**TASK DIRECTIONS:** From the line with "color; g.fill(path, 'evenodd');" through the line with "function drawText(font, color, halo, rows, align", inclusive, return each line of the data below exactly and leave the rest out.

**Dataset entries:**
▼
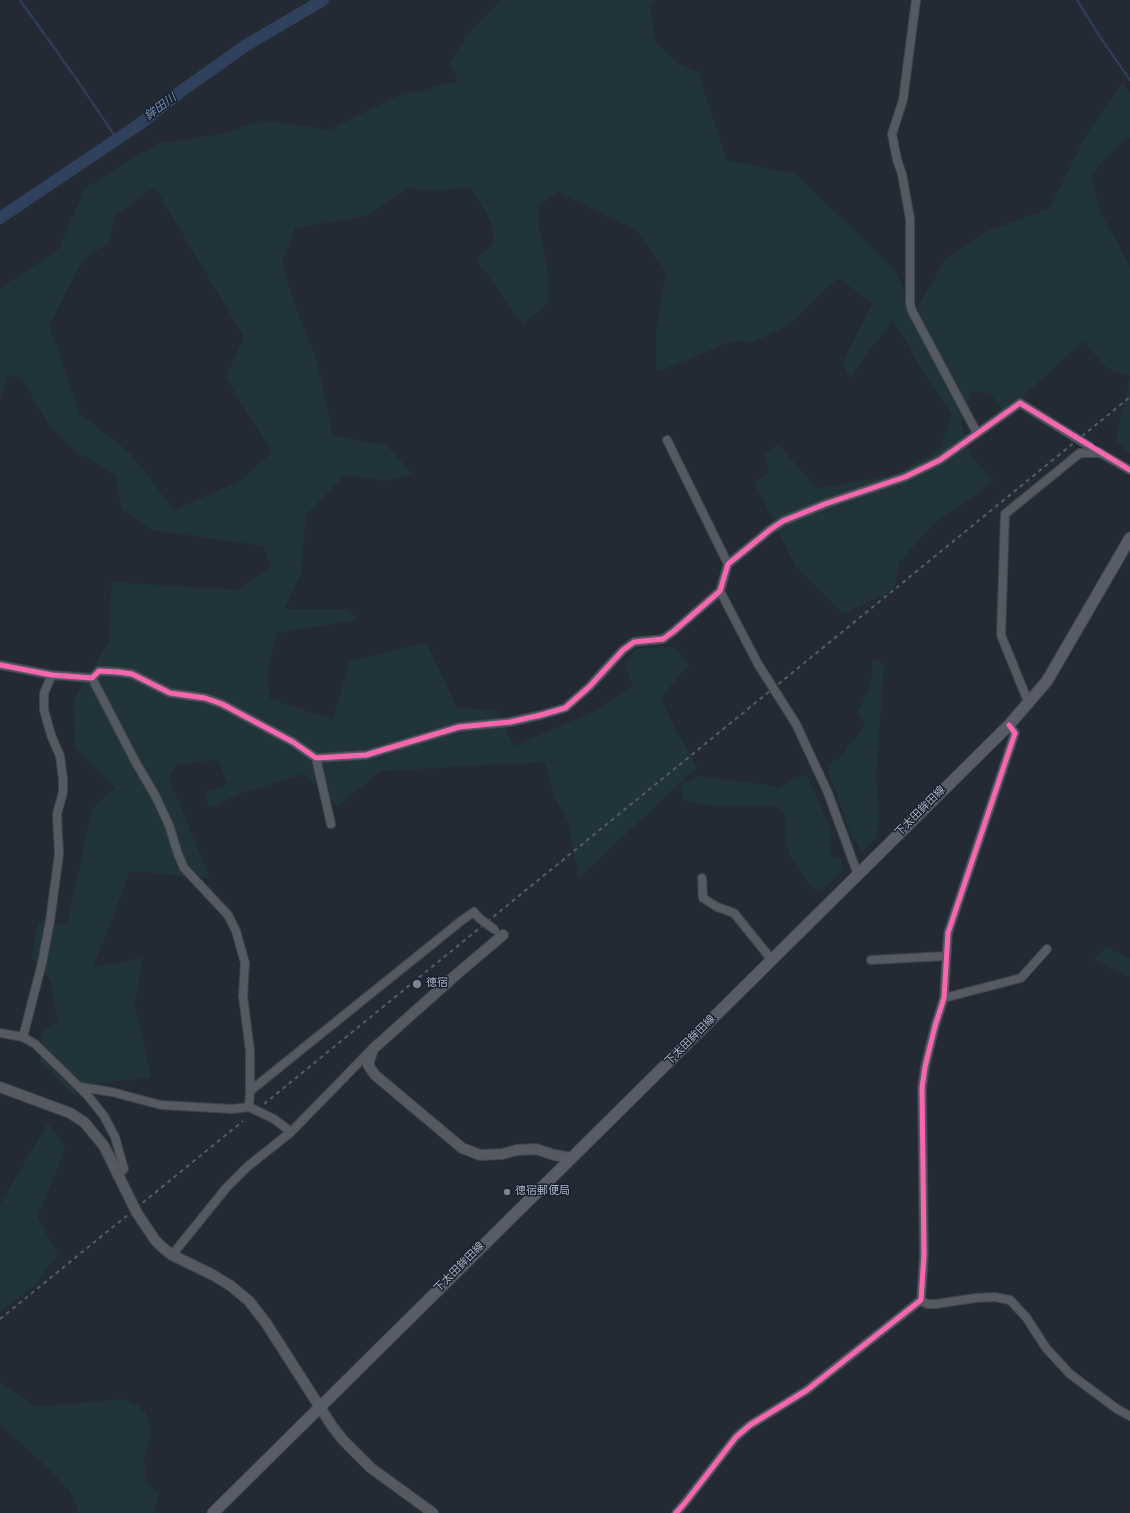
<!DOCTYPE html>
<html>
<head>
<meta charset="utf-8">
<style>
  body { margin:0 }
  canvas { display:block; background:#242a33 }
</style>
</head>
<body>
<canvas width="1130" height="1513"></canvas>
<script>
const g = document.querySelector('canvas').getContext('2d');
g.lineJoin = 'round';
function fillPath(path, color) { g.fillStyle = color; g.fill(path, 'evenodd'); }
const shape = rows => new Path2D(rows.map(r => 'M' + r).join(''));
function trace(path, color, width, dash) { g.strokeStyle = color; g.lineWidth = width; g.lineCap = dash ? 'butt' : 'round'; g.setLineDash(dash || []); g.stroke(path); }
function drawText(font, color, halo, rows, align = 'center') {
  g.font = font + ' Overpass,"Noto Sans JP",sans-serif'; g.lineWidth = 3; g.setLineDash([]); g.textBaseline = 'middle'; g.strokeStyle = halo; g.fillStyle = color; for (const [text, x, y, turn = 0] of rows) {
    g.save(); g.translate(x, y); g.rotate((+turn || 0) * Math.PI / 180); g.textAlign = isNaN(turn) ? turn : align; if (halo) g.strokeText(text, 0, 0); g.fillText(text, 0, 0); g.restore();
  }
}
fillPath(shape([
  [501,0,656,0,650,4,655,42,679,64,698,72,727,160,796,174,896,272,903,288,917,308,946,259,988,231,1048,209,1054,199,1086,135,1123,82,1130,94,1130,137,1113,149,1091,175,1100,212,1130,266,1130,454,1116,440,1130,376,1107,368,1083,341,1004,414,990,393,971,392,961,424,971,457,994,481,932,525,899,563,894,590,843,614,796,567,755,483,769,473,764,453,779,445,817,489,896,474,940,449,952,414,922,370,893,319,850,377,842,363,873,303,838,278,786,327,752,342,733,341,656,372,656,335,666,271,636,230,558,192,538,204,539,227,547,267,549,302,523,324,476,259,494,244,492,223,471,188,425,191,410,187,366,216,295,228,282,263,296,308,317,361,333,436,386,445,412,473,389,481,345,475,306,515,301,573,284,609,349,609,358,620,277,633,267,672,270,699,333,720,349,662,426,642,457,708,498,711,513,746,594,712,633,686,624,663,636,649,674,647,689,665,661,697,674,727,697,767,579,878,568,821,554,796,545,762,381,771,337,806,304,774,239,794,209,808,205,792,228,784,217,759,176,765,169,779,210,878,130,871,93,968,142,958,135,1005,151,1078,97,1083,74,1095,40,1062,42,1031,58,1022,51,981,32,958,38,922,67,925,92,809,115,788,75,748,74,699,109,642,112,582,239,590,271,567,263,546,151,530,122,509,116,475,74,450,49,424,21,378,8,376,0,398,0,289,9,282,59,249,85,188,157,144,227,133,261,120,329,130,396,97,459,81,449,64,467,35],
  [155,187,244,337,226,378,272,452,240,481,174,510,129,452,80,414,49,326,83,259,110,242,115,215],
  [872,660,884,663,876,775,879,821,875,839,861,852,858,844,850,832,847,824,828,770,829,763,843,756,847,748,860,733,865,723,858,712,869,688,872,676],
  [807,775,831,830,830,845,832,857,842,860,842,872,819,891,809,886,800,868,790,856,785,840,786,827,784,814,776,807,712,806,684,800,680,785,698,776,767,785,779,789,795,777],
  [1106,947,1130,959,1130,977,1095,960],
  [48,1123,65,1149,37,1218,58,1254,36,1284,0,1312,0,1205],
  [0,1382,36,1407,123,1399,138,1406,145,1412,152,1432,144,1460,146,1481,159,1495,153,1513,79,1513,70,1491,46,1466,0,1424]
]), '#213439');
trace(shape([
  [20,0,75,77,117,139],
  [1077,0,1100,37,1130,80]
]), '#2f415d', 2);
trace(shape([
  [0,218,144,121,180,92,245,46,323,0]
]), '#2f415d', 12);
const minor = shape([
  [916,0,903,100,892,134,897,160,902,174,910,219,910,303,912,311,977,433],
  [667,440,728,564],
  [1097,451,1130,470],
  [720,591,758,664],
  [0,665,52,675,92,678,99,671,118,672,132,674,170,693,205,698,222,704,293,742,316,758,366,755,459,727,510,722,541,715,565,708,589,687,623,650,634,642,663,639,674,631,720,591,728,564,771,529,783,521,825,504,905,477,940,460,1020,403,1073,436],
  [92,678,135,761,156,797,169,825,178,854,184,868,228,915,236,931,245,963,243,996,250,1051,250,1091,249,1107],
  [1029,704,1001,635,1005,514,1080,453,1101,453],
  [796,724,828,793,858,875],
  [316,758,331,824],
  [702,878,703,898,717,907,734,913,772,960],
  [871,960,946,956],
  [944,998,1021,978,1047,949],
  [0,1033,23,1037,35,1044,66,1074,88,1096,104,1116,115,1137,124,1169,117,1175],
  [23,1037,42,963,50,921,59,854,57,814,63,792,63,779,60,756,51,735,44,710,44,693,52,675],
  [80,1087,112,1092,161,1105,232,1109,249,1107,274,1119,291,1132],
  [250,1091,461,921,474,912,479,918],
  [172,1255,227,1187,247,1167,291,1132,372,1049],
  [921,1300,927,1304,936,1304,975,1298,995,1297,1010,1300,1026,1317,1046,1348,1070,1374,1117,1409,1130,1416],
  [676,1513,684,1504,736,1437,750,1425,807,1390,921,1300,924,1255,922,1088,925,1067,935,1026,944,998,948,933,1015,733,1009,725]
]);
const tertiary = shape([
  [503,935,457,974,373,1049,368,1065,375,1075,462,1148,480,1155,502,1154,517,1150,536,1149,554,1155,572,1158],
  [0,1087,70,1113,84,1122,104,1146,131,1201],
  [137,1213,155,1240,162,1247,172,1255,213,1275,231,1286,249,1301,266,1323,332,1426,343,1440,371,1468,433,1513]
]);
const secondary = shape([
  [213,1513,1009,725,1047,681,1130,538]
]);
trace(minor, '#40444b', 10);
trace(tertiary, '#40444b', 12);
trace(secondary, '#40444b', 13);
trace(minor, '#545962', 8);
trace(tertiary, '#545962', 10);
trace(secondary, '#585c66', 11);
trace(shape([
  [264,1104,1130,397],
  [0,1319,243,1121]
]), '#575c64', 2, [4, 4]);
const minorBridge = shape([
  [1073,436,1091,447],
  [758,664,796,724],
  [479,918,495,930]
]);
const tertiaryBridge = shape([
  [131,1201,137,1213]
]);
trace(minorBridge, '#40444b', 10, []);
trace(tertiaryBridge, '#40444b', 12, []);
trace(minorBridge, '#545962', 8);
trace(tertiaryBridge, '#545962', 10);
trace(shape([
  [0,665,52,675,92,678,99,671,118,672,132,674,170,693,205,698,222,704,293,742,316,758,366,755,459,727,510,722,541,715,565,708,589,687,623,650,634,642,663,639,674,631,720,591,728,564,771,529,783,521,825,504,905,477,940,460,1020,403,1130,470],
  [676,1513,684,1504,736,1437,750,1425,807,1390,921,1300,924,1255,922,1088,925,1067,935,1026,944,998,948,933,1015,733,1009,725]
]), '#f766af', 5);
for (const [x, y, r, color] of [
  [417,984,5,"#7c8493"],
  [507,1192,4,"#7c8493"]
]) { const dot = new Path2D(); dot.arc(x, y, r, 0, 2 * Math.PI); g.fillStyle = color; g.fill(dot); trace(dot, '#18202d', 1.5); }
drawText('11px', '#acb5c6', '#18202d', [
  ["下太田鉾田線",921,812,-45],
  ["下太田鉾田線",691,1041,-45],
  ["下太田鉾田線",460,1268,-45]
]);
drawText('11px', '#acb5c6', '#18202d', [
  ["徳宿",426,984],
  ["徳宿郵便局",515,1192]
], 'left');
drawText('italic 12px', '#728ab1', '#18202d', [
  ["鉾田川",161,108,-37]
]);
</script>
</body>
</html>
▲
▼
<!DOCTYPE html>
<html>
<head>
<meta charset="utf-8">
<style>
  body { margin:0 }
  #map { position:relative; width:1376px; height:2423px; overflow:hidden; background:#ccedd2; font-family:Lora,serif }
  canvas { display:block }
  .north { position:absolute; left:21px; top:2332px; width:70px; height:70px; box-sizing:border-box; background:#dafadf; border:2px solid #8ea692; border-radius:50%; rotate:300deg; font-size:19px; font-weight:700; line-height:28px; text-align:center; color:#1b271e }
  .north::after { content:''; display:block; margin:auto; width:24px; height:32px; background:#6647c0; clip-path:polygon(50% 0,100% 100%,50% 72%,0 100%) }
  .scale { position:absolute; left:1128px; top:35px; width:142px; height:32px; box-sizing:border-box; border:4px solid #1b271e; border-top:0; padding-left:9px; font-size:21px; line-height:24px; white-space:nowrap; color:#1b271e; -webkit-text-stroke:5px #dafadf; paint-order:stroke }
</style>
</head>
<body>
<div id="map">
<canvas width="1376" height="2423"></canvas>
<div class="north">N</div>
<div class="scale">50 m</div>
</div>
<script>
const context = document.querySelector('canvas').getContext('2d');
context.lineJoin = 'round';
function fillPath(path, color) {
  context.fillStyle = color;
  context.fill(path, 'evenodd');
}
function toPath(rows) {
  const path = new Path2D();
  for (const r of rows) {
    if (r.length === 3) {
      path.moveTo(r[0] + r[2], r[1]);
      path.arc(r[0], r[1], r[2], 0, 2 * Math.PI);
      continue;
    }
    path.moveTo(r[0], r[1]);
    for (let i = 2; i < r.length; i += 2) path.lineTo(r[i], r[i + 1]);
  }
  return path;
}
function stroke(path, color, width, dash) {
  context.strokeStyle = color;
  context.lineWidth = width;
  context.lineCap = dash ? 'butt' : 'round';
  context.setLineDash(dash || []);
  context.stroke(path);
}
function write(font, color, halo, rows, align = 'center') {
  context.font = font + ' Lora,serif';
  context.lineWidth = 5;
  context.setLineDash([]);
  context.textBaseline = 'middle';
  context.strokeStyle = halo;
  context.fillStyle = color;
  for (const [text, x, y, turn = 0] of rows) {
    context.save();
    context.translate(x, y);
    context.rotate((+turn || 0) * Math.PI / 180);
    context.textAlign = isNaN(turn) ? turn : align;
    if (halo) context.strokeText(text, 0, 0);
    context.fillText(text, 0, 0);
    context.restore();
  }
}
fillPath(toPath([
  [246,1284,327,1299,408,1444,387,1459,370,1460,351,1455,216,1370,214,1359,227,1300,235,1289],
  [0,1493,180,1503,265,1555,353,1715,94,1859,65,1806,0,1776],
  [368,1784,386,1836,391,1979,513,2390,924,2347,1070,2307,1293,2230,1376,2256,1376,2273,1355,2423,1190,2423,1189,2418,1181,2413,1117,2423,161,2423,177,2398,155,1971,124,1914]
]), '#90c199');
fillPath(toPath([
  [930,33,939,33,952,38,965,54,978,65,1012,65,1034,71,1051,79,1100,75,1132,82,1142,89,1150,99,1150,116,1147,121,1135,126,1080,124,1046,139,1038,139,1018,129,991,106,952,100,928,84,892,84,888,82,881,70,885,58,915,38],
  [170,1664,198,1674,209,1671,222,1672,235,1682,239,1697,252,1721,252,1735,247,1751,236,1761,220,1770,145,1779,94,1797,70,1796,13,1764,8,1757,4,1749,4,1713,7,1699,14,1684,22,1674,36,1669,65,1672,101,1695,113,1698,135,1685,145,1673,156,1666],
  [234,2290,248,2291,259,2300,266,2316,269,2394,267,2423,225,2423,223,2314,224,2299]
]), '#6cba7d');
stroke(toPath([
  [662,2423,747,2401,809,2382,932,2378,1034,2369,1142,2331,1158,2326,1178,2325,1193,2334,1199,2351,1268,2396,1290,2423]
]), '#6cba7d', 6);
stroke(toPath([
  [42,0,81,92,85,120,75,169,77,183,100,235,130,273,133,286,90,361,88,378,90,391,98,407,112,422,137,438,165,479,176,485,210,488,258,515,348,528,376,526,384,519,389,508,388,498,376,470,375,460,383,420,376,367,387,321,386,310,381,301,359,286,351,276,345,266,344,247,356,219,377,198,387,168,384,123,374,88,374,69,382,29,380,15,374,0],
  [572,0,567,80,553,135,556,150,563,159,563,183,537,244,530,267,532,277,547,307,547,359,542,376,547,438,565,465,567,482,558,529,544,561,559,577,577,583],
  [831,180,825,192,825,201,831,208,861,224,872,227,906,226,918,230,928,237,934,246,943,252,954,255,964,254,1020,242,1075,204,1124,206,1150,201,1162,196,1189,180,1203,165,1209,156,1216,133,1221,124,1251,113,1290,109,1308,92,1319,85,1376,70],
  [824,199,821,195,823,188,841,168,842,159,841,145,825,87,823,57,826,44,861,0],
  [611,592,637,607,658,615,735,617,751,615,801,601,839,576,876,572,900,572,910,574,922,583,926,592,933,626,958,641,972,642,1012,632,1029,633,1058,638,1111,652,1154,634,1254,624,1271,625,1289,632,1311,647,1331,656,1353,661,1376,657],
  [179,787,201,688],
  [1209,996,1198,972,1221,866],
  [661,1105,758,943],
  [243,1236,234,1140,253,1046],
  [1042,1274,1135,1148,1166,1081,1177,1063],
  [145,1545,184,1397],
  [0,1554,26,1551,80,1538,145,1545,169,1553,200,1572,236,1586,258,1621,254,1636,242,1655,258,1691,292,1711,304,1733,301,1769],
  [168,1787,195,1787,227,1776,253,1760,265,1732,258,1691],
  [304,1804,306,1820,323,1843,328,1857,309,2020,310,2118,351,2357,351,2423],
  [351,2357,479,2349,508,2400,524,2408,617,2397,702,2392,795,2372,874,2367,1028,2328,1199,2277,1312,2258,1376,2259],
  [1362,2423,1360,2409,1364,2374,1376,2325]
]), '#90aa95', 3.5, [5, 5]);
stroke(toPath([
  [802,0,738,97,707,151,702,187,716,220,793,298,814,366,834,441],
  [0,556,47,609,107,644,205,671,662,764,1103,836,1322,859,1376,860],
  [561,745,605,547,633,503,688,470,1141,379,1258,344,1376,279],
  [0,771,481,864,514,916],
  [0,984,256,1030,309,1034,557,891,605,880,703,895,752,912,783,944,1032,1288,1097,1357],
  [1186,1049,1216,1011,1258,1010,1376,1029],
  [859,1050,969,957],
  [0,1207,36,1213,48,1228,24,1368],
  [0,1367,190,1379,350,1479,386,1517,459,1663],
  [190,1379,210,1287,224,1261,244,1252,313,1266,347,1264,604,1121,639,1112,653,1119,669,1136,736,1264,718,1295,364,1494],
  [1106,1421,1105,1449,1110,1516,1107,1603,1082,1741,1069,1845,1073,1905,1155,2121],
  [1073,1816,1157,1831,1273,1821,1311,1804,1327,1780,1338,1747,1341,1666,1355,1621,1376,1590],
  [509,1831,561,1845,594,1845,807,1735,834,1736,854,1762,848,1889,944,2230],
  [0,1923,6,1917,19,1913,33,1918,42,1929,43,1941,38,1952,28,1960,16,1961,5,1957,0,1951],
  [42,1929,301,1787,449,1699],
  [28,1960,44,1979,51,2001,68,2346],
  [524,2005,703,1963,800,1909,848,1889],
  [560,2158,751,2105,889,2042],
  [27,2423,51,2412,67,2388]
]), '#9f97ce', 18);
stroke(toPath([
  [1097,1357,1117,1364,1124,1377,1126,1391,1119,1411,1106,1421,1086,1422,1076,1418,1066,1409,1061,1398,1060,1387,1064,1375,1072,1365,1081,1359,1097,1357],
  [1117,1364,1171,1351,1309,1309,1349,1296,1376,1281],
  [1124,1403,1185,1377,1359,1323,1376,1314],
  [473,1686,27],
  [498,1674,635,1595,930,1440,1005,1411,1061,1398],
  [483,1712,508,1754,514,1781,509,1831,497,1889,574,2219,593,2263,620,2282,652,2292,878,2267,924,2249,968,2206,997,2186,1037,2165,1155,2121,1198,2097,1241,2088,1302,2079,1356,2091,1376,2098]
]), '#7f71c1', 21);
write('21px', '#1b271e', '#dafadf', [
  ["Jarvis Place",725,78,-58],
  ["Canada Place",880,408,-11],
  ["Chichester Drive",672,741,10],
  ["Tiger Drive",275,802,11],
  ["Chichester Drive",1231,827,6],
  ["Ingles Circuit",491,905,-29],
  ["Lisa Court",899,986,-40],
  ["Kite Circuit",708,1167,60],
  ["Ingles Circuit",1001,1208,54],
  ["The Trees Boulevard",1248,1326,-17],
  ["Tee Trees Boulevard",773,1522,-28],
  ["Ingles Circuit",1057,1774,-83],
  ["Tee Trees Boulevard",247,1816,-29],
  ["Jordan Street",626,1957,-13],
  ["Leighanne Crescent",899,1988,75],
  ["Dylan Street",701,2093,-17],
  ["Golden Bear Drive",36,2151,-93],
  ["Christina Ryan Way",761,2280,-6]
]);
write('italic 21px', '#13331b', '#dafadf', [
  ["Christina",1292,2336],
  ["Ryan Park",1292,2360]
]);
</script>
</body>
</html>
▲
**TASK RESULT:**
function fillPath(path, color) { g.fillStyle = color; g.fill(path, 'evenodd'); }
const shape = rows => new Path2D(rows.map(r => 'M' + r).join(''));
function trace(path, color, width, dash) { g.strokeStyle = color; g.lineWidth = width; g.lineCap = dash ? 'butt' : 'round'; g.setLineDash(dash || []); g.stroke(path); }
function drawText(font, color, halo, rows, align = 'center') {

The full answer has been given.